[Saved data entries]
╔══

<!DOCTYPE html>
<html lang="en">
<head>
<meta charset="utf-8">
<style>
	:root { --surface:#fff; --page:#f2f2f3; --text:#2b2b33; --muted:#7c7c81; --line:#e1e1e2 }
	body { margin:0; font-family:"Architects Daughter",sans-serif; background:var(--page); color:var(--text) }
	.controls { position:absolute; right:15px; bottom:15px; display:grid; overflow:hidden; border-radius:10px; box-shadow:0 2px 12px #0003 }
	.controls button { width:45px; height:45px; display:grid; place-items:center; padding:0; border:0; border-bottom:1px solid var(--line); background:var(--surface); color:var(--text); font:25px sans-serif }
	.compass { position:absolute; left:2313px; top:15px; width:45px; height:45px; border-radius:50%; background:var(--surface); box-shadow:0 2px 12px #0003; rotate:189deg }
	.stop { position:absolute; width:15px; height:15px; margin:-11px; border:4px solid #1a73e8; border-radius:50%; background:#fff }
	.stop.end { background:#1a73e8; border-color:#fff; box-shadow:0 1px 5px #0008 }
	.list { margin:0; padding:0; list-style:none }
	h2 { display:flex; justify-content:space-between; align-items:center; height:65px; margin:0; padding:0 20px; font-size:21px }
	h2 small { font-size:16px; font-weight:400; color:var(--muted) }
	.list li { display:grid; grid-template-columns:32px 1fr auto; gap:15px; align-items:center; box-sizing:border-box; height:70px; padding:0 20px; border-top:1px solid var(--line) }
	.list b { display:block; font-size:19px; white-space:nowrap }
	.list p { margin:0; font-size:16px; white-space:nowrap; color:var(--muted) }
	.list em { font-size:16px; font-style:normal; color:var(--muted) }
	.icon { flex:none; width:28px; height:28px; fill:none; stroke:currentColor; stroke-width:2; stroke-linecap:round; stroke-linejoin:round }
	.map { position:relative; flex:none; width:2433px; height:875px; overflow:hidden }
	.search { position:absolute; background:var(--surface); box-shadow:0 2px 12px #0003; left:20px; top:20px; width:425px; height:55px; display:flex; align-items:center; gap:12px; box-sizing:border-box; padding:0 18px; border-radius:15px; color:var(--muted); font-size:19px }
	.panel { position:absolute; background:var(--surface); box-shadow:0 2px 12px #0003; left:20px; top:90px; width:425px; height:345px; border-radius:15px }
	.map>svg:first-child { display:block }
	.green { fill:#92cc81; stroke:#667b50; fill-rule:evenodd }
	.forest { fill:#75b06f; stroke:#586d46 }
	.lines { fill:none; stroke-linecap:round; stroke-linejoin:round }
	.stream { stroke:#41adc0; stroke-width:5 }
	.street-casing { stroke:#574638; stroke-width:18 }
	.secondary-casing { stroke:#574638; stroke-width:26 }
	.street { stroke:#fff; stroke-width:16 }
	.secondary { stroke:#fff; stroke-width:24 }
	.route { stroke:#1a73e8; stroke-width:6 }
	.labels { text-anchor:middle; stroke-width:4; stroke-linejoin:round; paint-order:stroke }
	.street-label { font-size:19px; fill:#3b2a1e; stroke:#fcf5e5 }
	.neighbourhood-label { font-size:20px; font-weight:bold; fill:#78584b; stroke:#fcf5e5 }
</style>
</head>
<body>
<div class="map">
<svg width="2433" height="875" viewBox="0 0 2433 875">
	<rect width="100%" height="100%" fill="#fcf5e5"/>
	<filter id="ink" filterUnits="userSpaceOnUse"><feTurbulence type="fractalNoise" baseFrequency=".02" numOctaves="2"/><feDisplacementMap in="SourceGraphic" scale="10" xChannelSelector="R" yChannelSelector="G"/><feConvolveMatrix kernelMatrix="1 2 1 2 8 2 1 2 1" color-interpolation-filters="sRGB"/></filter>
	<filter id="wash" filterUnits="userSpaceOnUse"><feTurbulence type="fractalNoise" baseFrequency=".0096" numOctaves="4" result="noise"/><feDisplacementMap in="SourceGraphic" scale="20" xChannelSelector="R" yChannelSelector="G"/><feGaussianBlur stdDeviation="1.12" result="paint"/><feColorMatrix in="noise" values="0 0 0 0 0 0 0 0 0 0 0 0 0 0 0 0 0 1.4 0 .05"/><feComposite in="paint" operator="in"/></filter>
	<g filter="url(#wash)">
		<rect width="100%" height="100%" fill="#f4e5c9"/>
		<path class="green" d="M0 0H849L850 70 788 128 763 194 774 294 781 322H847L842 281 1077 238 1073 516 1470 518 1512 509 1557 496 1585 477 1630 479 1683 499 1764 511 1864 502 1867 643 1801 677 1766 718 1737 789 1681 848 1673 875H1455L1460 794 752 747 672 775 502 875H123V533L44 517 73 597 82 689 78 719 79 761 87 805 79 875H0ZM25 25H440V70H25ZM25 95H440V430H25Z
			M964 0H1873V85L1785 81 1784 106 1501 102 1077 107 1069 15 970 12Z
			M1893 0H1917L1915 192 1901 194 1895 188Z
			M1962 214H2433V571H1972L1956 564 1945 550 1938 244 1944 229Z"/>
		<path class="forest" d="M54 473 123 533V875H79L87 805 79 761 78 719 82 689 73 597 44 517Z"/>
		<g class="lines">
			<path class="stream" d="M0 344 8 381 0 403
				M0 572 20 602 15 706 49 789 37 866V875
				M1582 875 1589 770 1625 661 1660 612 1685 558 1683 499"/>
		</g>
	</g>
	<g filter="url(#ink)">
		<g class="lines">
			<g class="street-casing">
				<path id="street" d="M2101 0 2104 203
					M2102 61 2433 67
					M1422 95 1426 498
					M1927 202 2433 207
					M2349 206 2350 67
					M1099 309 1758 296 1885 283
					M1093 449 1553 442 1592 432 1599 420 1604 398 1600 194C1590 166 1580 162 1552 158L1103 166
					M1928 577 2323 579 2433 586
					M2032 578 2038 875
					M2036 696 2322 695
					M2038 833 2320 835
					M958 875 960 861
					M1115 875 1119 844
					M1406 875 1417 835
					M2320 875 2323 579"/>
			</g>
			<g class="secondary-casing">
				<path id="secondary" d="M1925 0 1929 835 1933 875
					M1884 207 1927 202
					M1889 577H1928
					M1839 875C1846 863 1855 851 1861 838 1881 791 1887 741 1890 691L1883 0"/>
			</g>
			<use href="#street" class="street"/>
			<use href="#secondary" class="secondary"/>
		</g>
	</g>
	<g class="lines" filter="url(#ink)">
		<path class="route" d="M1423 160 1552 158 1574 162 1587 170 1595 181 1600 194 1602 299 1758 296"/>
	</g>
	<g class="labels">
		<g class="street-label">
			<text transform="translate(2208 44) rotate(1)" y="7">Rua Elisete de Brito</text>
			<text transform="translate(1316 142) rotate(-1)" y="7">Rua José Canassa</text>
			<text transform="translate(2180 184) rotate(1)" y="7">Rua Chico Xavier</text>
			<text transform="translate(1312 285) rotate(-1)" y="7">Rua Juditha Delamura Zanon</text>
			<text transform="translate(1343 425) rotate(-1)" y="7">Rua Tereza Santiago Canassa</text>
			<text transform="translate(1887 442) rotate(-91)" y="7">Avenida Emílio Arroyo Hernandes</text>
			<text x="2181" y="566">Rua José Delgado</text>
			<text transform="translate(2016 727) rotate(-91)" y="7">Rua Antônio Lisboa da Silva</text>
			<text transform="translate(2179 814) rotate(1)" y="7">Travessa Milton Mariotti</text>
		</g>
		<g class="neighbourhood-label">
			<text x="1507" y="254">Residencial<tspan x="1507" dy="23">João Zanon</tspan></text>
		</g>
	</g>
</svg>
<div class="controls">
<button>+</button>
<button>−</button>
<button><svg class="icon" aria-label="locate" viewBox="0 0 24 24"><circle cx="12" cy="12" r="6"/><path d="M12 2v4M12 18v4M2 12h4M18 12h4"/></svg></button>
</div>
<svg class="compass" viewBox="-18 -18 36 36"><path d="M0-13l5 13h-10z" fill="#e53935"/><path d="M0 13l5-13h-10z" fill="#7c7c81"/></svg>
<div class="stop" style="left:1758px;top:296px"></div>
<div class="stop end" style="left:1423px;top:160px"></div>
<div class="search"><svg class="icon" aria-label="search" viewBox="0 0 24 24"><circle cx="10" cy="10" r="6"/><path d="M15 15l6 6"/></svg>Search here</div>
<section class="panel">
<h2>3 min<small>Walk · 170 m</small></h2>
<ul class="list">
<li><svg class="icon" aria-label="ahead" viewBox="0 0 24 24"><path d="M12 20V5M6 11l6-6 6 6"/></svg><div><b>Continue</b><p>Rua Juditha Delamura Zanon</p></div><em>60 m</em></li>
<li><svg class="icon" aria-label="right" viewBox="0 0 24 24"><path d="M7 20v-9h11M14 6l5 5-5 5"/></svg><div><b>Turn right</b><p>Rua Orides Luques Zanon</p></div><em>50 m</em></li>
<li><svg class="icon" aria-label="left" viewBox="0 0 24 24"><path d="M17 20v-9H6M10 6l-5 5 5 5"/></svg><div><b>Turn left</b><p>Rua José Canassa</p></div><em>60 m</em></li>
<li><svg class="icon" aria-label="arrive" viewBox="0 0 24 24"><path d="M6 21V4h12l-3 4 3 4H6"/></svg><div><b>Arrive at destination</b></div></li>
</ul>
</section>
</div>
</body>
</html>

╚══

▶ Problem: Note how many lines in the data above have the string "fractalNoise" in them, and give that number by itself.

▶ Solution to this task: 2